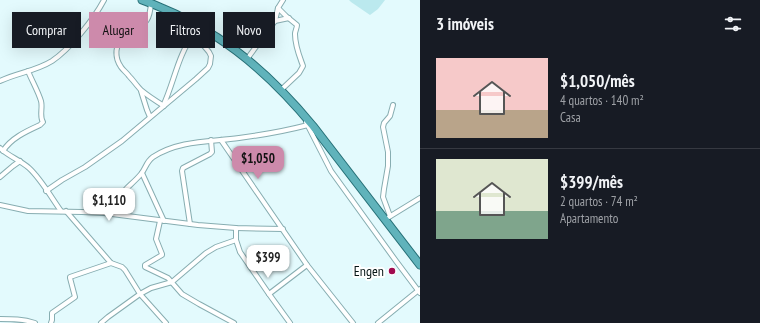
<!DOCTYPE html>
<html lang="pt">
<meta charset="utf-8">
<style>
body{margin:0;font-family:"PT Sans Narrow",sans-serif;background:#242831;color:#f1f3f6;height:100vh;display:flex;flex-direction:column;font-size:15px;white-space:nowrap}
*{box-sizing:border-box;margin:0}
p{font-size:13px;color:#9ea1a6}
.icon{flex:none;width:22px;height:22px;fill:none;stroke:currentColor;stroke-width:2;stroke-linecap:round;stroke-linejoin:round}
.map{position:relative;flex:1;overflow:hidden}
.drawer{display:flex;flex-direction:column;background:#171b24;width:340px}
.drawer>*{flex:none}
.guide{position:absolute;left:12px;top:12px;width:348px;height:36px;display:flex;gap:8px}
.price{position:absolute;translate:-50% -34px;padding:0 9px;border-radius:8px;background:#fff;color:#222;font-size:13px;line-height:26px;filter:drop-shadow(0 1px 2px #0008)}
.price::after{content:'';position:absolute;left:50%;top:24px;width:12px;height:9px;margin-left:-6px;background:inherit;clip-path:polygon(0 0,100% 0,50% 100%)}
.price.on{background:#cd8aab;color:#111}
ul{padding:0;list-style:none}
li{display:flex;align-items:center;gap:12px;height:100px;padding:0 16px}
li+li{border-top:1px solid #363941}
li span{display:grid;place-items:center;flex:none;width:112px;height:80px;border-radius:0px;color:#555}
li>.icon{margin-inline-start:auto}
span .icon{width:48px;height:48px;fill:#fffc;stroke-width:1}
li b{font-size:17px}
h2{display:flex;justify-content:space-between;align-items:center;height:48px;padding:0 16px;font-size:17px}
.chip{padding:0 14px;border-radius:0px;background:#171b24;box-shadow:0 4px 16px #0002;font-size:14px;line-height:36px}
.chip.on{background:#cd8aab;color:#111}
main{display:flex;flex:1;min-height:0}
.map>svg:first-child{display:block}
.green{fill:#bbe9ee}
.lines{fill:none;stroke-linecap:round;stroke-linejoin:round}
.minor-casing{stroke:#87adb1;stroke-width:6}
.trunk-casing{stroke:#277077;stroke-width:9}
.minor{stroke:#fff;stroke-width:4}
.trunk{stroke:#60b3bb;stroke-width:7}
.poi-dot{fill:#a00a4f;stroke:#fff;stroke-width:1.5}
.labels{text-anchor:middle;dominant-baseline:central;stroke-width:4;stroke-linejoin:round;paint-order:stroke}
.poi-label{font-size:14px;fill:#071617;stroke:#fff;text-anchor:end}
</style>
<main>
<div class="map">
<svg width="420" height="323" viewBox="0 0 420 323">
<rect width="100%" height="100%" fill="#e3fafd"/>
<!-- green -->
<path class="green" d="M 349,0 L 385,0 L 378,9 L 370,15 L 351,2 Z"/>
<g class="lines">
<defs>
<g id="minor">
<path d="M 151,3 C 149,31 139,21 124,36 C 115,44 114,57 121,67 C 123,70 127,73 129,76 C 133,80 137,86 141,90 C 148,96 156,101 164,106"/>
<path d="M 278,8 L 286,16 L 297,25 C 297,28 295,31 295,34 C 295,46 299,55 303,66 L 299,73 L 281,90"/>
<path d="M 275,21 L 289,18"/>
<path d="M 247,59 L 275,21 L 278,8 L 283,0"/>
<path d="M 0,81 C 17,73 36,71 52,61 C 70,49 94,19 104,0"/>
<path d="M 141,91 L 147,110 L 150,117"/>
<path d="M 163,106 C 174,83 178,54 194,34"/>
<path d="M 306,122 L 331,171 L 396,261 L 420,293"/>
<path d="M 221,140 L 307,265 L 353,323"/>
<path d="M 0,148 C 8,156 20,160 29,168 C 41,179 51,197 61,211"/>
<path d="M 3,151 C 11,138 27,131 40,125 L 43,122 C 39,116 43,108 41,101 C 38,91 32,81 28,71"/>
<path d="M 142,173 L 164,221"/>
<path d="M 0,177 L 13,166 L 20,161"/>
<path d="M 126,189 C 131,184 137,179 141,174 C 146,168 146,162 153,157 C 179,140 211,142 239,138 C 262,135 285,131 308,125"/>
<path d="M 46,191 L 62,180 L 85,167 L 122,141 L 196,79 L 208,68 L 210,64 L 211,56 L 209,52 L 194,34 L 191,27 L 193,22"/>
<path d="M 0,205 L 28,211 L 82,212 L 104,213 L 198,225 L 236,228 L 283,229"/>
<path d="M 66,211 L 111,263 L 122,267 L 125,270 L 140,294 L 166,323"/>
<path d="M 390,216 L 383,197 L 384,189 L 388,166 L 388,152 L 383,127 L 384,123 L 390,116 L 393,105"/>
<path d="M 389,217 L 420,198"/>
<path d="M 160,221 L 156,239 L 162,254 L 162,255 L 145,265 L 145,267 L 168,278 L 182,294 L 199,304 L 234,323"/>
<path d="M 190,224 L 182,171 L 183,168 L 210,154 L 212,152 L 211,140"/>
<path d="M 236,228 L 236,240 L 240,252 L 269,294 L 290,323"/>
<path d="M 269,294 L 307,265"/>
<path d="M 0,319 C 12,319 23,319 35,323"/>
<path d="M 51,323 L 52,320 L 52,313 L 75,297 L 70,278 L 70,277 L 111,263"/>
<path d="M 101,323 L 108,317 L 140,294 L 151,288 L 172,282 L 206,253 L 216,247 L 236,240"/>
<path d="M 378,323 L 420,289"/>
</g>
<path id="trunk" d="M 142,0 C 214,26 265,68 313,126 L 420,265"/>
</defs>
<!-- minor casing -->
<use href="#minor" class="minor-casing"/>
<!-- trunk casing -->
<use href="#trunk" class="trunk-casing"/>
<!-- minor -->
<use href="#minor" class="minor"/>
<!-- trunk -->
<use href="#trunk" class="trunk"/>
</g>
<!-- markers -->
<circle class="poi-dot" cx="392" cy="271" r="4"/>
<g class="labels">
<!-- poi labels -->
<g class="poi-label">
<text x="384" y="271">Engen</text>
</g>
</g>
</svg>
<b class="price on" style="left:258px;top:180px">$1,050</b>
<b class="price" style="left:109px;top:222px">$1,110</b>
<b class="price" style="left:268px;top:279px">$399</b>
<div class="guide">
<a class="chip">Comprar</a>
<a class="chip on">Alugar</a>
<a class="chip">Filtros</a>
<a class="chip">Novo</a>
</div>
</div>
<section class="drawer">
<h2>3 imóveis<svg class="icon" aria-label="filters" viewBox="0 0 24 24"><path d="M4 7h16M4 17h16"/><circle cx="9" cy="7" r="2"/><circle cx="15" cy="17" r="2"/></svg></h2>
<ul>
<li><span style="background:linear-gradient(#f6c9c9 65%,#b9a48a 0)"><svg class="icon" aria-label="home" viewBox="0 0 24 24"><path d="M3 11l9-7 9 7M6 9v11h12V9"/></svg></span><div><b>$1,050/mês</b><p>4 quartos · 140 m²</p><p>Casa</p></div></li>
<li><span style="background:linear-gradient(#dfe7d0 65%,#7fa58c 0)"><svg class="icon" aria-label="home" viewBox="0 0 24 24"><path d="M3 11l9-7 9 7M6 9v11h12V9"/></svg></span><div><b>$399/mês</b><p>2 quartos · 74 m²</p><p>Apartamento</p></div></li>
</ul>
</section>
</main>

» EXERCISE
Retype, exactly and only, the lines running from the one with "<!-- trunk casing -->" through the final line of the listing above.

» SOLUTION TO THIS EXERCISE
<!-- trunk casing -->
<use href="#trunk" class="trunk-casing"/>
<!-- minor -->
<use href="#minor" class="minor"/>
<!-- trunk -->
<use href="#trunk" class="trunk"/>
</g>
<!-- markers -->
<circle class="poi-dot" cx="392" cy="271" r="4"/>
<g class="labels">
<!-- poi labels -->
<g class="poi-label">
<text x="384" y="271">Engen</text>
</g>
</g>
</svg>
<b class="price on" style="left:258px;top:180px">$1,050</b>
<b class="price" style="left:109px;top:222px">$1,110</b>
<b class="price" style="left:268px;top:279px">$399</b>
<div class="guide">
<a class="chip">Comprar</a>
<a class="chip on">Alugar</a>
<a class="chip">Filtros</a>
<a class="chip">Novo</a>
</div>
</div>
<section class="drawer">
<h2>3 imóveis<svg class="icon" aria-label="filters" viewBox="0 0 24 24"><path d="M4 7h16M4 17h16"/><circle cx="9" cy="7" r="2"/><circle cx="15" cy="17" r="2"/></svg></h2>
<ul>
<li><span style="background:linear-gradient(#f6c9c9 65%,#b9a48a 0)"><svg class="icon" aria-label="home" viewBox="0 0 24 24"><path d="M3 11l9-7 9 7M6 9v11h12V9"/></svg></span><div><b>$1,050/mês</b><p>4 quartos · 140 m²</p><p>Casa</p></div></li>
<li><span style="background:linear-gradient(#dfe7d0 65%,#7fa58c 0)"><svg class="icon" aria-label="home" viewBox="0 0 24 24"><path d="M3 11l9-7 9 7M6 9v11h12V9"/></svg></span><div><b>$399/mês</b><p>2 quartos · 74 m²</p><p>Apartamento</p></div></li>
</ul>
</section>
</main>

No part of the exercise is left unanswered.